I met with my partner in the Cougareat one evening (the evening before the assignment was due - typical me). His role was to take notes on the reactions of my targets. So we sat and talked over ideas while surveying all of the innocent bystanders. I singled out my first victim just as he sat down with his newspaper. My first victim barely acknowledged my existence, ignoring every single one of my odd behaviors. I stole his newspaper. I spit into my taco and informed him that I did so in order to “keep the bad people from stealing it”. I messed with him for fifteen minutes and I got nothing out of that guy.

Now let's contrast this with my last victims. They had been sitting there for a while, just a few tables over. I sat down with them, introduced myself, and then proceeded to ignore every single one of their questions. No answers. No eye contact. Just leaning back on the chair, sipping my Sprite. Waiting. What's your name? Silence.

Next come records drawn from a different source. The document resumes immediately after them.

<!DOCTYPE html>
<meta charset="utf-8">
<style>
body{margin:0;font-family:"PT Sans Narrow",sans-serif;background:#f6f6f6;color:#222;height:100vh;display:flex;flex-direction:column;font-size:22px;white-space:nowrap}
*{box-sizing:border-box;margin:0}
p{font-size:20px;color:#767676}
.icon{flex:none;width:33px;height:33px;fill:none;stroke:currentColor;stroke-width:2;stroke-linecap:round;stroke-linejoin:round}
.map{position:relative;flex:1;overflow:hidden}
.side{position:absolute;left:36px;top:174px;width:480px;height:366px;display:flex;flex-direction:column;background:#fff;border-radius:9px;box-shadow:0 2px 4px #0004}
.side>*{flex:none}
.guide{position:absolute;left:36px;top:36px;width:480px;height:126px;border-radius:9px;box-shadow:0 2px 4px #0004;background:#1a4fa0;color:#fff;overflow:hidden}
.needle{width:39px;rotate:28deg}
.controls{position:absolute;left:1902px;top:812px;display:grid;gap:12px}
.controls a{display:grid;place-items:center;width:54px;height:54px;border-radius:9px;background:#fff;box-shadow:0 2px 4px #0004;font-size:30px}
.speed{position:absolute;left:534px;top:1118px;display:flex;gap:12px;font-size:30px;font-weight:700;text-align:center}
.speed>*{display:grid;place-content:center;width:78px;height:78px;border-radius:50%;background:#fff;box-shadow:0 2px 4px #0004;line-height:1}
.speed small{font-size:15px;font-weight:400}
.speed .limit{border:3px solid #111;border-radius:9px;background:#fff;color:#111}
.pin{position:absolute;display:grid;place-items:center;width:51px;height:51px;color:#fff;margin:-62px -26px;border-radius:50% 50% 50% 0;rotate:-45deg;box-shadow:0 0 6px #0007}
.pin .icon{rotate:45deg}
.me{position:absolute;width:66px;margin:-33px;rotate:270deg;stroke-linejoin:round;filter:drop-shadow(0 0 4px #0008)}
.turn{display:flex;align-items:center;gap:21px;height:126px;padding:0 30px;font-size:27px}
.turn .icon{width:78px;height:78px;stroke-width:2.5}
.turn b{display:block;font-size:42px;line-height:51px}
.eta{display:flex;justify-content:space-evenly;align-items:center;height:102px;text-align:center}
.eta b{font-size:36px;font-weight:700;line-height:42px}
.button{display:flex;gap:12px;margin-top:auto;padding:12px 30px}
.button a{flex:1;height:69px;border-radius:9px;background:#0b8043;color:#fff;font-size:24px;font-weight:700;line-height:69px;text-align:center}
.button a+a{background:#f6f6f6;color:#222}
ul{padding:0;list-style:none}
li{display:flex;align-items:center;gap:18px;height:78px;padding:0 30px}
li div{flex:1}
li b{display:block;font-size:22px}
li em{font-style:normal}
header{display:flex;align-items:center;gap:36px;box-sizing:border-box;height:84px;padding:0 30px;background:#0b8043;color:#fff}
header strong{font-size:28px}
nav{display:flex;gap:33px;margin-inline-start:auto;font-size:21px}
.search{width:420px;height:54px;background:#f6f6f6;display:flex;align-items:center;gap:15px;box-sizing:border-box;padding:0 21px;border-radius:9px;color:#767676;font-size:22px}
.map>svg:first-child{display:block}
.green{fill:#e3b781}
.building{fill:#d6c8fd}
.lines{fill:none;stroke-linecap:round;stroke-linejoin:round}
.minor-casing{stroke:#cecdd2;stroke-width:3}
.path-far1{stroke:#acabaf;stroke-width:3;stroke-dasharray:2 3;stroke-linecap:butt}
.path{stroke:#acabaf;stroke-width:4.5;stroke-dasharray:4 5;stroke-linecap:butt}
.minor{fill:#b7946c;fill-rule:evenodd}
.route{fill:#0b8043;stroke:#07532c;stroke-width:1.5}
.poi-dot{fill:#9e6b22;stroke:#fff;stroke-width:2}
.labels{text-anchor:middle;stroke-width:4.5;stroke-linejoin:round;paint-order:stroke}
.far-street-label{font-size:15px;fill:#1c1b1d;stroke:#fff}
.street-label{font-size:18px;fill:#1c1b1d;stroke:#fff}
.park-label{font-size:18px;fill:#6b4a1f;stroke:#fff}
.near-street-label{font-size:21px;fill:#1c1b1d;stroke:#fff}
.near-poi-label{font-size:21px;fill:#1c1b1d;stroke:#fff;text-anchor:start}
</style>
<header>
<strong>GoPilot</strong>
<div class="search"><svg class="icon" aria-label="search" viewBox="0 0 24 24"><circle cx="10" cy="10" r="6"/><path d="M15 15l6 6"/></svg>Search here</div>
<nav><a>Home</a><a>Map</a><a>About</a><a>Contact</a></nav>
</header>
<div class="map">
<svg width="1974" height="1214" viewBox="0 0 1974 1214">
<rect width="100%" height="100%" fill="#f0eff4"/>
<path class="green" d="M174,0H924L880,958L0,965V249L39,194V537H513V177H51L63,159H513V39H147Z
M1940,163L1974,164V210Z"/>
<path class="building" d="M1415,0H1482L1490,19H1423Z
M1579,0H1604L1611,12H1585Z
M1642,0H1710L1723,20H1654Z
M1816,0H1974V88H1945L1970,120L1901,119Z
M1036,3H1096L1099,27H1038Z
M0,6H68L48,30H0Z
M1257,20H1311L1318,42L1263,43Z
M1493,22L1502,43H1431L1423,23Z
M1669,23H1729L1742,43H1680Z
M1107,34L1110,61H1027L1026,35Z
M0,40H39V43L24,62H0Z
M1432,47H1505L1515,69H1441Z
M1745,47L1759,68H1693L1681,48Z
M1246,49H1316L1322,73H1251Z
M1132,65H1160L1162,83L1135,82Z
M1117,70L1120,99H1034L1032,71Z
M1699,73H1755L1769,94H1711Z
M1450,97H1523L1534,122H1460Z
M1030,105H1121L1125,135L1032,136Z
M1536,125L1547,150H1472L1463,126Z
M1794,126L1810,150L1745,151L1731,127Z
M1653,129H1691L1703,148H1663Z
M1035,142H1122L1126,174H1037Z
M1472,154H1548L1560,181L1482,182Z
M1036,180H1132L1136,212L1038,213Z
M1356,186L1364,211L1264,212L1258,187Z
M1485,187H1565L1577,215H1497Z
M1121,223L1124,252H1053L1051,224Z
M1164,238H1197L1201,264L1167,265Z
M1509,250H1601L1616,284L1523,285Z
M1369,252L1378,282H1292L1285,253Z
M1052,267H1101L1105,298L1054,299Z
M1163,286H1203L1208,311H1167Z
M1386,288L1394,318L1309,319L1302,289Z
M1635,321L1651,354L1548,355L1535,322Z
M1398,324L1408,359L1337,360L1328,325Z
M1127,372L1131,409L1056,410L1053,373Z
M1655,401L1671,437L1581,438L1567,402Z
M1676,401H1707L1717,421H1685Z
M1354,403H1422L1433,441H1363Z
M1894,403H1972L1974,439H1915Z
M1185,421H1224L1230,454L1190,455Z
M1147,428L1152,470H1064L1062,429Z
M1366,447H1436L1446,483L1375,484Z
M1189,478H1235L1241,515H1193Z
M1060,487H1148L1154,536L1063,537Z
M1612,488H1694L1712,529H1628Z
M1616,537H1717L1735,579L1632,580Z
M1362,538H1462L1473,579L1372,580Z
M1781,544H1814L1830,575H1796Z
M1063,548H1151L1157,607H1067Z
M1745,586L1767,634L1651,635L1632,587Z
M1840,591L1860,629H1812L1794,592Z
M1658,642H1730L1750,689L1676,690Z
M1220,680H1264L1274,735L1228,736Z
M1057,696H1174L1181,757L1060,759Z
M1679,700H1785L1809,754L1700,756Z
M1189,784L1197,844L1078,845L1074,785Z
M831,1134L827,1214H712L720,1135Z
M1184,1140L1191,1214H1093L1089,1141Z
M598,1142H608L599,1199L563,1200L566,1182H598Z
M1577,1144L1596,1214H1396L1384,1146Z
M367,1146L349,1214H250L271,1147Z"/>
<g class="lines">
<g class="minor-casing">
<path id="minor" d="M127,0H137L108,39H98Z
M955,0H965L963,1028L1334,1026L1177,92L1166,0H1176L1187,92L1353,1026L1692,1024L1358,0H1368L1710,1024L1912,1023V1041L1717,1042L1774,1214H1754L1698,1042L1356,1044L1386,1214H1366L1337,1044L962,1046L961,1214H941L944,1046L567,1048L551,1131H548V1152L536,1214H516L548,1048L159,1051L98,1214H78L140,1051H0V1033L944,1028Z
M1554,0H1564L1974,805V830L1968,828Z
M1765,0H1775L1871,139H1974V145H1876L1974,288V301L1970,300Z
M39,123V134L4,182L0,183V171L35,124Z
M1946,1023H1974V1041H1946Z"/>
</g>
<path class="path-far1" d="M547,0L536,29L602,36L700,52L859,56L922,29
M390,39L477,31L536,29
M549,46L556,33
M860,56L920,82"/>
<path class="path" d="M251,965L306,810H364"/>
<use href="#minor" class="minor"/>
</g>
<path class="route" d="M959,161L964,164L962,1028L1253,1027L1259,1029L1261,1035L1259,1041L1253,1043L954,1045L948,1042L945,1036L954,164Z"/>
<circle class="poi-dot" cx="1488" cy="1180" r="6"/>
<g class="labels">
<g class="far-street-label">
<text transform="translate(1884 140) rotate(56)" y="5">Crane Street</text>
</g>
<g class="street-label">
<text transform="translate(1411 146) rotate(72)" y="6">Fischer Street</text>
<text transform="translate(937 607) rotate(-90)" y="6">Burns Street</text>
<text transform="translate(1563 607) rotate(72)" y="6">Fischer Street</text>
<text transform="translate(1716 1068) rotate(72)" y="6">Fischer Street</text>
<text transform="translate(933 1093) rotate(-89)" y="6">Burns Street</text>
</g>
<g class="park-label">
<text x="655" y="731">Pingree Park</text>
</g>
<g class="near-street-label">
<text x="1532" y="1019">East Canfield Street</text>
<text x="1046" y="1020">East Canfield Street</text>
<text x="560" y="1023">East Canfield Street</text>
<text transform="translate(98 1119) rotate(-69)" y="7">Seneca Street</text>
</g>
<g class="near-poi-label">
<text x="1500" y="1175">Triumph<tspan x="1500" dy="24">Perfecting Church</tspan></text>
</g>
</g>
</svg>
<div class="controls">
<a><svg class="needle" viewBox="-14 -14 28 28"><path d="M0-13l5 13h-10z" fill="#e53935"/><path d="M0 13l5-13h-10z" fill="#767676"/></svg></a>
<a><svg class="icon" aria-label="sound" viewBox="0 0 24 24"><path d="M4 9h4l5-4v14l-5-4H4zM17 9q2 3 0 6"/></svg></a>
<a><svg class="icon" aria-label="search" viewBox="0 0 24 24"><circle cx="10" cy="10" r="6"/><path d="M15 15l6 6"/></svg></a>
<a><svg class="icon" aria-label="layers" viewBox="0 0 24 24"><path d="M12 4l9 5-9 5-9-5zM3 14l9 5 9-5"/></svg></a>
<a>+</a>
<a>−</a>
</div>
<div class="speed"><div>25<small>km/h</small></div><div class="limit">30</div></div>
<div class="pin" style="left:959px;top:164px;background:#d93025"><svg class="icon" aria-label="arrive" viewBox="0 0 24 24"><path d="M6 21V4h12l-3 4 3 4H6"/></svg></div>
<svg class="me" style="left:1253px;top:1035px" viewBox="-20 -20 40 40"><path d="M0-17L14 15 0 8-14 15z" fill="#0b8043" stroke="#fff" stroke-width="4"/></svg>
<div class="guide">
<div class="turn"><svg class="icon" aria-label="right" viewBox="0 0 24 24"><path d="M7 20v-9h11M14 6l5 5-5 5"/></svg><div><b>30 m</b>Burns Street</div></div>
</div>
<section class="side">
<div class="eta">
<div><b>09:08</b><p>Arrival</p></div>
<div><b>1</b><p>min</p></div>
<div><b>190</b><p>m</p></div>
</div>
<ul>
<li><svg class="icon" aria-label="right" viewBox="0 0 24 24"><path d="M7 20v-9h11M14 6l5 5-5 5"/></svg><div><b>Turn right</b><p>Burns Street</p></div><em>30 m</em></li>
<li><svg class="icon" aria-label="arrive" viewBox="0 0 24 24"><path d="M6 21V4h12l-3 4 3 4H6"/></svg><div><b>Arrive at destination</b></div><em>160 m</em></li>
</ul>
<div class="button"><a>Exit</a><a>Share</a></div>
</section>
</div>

What are you studying? Silence. Are you okay? Silence. They started talking about me as if I couldn’t even hear them! Who is this kid? I had a hard time keeping a straight face and they could see it. I was about to blow it! It was time to take some drastic measures. I reached into my jacket pocket and pulled out my ultimate weapon - Taco Bell Fire Sauce. In only a few seconds I had torn the package, popped the lid to my Sprite, and done the unthinkable. When I mixed in Taco Bell’s Fire Sauce with my Sprite, things changed. I believe the words they shouted as they abruptly left were “Ew, gross! Get away from me!” Turns out they were right - it really is gross.

This was my introduction...no, wait...my initiation into Sociology 112. If you've been at BYU for a semester already, you've probably heard the story about the girl bringing the waffle iron (or was it a George Foreman grill?) into the library and making food there. Yeah. Same assignment.

Today's randomerthought is this: I've been feeling adventurous lately. I had an adventure. And it was fun.

Go and do thou likewise.
~Jesus (Luke 10:37)


And if you're looking for someone to have an adventure with, I'm up for one.